_Problem to solve_
Report all lines below with the word "Royal".

_Items from a data source_
....................
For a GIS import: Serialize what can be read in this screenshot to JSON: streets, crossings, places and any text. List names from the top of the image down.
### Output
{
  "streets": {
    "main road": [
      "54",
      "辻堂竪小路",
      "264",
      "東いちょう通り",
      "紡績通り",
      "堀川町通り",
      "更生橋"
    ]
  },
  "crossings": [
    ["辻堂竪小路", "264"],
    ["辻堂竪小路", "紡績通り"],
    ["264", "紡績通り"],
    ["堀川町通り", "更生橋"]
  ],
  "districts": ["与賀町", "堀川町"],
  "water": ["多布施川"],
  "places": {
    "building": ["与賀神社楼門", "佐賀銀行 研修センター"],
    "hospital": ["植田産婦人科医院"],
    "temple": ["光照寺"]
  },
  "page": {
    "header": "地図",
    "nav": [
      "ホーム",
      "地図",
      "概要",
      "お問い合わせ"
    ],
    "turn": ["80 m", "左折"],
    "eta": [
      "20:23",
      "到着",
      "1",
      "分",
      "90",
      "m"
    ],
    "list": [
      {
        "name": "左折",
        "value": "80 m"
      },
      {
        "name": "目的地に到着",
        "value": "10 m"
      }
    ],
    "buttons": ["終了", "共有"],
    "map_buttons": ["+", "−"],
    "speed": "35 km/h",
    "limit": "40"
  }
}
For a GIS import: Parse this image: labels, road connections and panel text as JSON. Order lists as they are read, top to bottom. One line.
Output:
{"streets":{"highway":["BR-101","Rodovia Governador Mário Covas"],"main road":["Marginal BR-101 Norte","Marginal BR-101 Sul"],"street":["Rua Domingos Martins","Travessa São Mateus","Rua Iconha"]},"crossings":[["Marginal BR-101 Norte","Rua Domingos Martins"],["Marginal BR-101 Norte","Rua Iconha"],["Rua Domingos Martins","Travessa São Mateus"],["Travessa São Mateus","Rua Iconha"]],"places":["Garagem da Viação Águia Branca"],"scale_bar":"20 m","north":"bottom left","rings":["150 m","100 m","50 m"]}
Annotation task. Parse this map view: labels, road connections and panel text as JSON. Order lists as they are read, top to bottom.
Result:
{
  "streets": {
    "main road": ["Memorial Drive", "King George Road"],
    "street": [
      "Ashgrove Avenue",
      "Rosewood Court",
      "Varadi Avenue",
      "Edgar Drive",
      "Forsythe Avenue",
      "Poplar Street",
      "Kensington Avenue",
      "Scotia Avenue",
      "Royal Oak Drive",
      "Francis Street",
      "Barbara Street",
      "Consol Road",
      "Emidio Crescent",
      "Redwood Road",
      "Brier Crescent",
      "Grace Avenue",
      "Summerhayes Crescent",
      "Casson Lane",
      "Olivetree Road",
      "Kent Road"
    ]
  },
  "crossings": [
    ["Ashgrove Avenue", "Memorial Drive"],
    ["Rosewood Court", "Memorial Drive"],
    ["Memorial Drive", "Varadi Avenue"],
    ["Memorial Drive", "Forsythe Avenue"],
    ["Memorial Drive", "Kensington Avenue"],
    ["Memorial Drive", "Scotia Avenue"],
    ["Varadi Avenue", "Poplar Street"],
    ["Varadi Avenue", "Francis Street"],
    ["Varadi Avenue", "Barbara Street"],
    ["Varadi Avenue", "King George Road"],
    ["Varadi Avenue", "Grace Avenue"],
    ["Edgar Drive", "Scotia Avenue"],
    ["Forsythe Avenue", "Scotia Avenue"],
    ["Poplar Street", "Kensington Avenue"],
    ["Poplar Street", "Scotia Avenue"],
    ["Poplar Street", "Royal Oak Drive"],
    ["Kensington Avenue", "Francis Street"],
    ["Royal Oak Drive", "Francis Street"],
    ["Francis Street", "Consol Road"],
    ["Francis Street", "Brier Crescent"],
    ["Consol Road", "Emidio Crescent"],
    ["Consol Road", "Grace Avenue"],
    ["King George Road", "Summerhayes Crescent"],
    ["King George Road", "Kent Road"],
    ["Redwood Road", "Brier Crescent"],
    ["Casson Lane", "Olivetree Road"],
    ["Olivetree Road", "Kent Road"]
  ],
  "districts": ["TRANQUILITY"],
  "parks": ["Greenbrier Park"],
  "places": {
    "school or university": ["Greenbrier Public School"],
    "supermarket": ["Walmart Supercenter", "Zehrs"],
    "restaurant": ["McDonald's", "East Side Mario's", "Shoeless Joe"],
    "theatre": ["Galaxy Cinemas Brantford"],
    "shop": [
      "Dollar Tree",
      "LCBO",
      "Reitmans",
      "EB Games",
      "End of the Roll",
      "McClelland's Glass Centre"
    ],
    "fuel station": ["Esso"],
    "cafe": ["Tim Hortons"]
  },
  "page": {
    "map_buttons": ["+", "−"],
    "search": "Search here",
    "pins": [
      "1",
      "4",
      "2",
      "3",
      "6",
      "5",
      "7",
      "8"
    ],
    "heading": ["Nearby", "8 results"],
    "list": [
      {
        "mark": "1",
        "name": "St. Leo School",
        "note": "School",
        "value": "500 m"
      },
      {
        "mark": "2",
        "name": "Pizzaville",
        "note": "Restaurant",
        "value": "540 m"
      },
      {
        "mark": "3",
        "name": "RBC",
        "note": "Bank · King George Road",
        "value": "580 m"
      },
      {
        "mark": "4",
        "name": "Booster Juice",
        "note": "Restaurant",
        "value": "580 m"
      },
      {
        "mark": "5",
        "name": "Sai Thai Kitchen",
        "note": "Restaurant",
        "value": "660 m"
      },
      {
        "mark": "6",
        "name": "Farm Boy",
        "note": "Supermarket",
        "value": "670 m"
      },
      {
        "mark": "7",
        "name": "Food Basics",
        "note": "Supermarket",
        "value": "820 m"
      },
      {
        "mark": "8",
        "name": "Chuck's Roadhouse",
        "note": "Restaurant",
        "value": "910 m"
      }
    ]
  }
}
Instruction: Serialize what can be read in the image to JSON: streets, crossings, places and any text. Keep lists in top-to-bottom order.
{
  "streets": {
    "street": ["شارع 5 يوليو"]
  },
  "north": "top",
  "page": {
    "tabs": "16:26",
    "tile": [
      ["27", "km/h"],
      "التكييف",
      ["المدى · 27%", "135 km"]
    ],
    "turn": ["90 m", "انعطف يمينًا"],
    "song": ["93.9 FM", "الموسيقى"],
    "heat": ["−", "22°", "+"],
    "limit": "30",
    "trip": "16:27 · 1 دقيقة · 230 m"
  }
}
....................
_Solution to this problem_
      "Royal Oak Drive",
    ["Poplar Street", "Royal Oak Drive"],
    ["Royal Oak Drive", "Francis Street"],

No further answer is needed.